Why miscarriages are a warning sign you’re at risk of heart disease
There are many questions that haunt you after a miscarriage. Why did this happen? What, if anything, could I have done differently? Will it happen again? What would my life be like now if the pregnancy had continued?
Since attempting to start a family six years ago, I have had four miscarriages and — joyfully — one healthy son (now a very opinionated two-year-old), though my husband Dan and I never found a reason for our previous losses.
And now there is another question to add to all those others: does my history of miscarriage mean I have an increased risk of heart disease?
Last year, a review of data from more than four million women, across 22 studies from around the world, concluded that having two or more miscarriages was associated with a significant increase in the risk of coronary heart disease in future. The researchers called for the recurrent miscarriage to be ‘explicitly included in guidelines’ for assessing heart health risks.
Having a baby who was stillborn was also associated with a higher risk of cardiovascular disease and stroke, according to the findings in the European Heart Journal.

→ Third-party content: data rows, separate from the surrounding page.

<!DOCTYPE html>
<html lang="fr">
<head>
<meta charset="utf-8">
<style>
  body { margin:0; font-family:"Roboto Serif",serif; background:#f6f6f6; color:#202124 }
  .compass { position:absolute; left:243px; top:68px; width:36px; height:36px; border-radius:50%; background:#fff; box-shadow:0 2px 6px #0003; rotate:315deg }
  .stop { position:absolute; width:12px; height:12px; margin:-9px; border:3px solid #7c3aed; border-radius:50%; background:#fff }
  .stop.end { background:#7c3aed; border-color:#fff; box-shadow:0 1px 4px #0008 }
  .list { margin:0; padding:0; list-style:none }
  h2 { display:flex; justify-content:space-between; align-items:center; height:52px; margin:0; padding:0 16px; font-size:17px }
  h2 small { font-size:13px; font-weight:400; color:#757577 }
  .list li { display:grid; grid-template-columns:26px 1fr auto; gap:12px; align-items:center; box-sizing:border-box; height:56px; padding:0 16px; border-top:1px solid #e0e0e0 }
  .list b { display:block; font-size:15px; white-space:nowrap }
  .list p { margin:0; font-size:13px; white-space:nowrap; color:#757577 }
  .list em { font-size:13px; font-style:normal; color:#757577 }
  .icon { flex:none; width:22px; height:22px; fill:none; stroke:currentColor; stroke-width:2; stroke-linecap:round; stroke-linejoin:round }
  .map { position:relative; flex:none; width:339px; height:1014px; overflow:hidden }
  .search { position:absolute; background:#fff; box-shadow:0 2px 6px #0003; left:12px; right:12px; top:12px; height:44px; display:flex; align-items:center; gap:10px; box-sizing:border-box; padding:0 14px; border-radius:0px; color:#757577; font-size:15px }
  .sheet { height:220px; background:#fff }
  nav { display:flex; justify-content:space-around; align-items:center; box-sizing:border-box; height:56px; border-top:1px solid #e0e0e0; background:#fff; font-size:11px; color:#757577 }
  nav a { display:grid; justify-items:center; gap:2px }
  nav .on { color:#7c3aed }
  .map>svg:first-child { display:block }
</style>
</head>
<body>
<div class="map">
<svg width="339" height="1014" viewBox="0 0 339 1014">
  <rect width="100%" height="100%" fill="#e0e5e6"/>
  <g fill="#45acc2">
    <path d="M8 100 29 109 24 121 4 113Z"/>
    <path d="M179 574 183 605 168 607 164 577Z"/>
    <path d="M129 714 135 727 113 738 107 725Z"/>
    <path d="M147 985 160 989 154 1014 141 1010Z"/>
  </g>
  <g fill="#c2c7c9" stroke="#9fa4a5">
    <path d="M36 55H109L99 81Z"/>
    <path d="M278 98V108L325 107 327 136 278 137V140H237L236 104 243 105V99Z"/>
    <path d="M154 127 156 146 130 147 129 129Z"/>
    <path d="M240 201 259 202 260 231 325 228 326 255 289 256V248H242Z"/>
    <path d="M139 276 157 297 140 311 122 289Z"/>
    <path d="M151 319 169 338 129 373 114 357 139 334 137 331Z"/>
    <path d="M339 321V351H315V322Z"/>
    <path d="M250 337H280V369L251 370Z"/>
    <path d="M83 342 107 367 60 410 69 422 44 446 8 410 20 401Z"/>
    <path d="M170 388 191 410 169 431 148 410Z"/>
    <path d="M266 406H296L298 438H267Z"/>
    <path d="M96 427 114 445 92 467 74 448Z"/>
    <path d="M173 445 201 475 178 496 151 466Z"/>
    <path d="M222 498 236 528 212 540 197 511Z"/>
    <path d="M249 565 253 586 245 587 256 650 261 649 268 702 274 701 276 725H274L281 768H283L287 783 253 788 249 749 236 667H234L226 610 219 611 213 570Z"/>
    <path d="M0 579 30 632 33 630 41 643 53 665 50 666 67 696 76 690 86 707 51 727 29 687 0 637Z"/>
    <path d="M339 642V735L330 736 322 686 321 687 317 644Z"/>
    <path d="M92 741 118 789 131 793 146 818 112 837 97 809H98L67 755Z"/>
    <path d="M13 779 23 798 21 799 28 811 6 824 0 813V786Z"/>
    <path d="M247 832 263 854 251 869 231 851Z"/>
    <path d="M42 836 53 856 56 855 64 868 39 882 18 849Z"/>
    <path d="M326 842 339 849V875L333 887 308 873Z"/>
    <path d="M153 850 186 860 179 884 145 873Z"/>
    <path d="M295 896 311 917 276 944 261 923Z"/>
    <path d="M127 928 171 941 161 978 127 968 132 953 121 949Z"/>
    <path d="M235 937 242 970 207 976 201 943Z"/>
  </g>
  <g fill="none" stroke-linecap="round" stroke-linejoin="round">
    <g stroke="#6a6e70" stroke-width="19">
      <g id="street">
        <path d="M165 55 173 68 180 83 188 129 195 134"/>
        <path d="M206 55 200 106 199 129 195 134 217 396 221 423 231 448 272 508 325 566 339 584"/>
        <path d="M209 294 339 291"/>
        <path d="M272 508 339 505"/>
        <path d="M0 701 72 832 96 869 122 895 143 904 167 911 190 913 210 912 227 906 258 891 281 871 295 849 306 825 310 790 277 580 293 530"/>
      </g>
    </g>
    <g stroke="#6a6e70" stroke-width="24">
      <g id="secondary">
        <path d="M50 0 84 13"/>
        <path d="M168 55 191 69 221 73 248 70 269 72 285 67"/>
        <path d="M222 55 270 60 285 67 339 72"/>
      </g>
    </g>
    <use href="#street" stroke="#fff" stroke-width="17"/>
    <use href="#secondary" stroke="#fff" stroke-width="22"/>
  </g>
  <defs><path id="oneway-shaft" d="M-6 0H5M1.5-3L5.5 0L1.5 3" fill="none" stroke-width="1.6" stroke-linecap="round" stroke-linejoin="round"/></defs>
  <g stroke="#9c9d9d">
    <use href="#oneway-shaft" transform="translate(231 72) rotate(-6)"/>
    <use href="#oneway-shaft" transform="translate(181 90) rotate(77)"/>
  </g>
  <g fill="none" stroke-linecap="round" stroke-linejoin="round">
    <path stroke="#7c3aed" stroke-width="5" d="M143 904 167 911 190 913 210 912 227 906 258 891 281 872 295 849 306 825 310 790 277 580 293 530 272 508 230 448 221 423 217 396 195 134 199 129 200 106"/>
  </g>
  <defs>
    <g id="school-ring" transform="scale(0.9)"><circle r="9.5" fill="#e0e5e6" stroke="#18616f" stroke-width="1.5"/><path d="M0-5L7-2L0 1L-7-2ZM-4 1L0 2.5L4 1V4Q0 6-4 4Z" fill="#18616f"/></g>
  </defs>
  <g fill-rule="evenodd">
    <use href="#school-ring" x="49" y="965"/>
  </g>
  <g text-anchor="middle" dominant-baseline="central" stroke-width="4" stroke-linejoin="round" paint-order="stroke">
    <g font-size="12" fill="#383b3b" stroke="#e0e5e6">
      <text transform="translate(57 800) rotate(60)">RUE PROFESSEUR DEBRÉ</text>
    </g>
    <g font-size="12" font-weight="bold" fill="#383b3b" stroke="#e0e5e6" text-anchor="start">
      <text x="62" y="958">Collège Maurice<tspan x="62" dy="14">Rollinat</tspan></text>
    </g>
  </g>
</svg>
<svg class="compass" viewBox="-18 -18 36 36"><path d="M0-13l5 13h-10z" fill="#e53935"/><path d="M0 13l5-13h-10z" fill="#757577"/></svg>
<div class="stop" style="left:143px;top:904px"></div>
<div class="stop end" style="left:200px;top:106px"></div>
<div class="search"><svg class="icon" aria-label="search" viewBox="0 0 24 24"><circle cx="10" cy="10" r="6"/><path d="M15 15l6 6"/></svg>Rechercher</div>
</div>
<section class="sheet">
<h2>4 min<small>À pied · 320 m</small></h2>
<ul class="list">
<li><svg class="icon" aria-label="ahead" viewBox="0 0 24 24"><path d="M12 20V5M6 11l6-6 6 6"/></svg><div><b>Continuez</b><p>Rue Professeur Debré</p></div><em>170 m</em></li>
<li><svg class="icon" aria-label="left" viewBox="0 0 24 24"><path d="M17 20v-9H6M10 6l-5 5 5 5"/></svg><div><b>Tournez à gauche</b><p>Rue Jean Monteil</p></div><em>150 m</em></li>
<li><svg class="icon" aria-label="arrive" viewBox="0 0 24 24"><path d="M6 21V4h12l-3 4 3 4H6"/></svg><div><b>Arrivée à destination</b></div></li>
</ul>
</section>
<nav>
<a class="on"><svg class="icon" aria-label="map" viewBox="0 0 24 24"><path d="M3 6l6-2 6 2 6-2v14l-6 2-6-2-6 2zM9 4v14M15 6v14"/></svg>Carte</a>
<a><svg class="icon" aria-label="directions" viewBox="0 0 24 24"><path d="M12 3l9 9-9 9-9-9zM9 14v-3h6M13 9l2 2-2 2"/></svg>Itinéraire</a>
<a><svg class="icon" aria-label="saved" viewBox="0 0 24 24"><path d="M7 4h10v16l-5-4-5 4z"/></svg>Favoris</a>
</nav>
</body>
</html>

What is not yet known is why two or more miscarriages should increase your risk of heart disease later in life.
It could be that there are overlapping risk factors for both miscarriages and cardiovascular disease, such as smoking, obesity or alcohol consumption.
But there could also be shared underlying causes.
As Professor Stevenson points out, it could be coincidence.
But there is a plausible biological explanation, he suggests: ‘What we might consider to be a cause of recurrent miscarriage is some kind of dysfunction of the blood vessels — and that would be the link to coronary disease in later life.’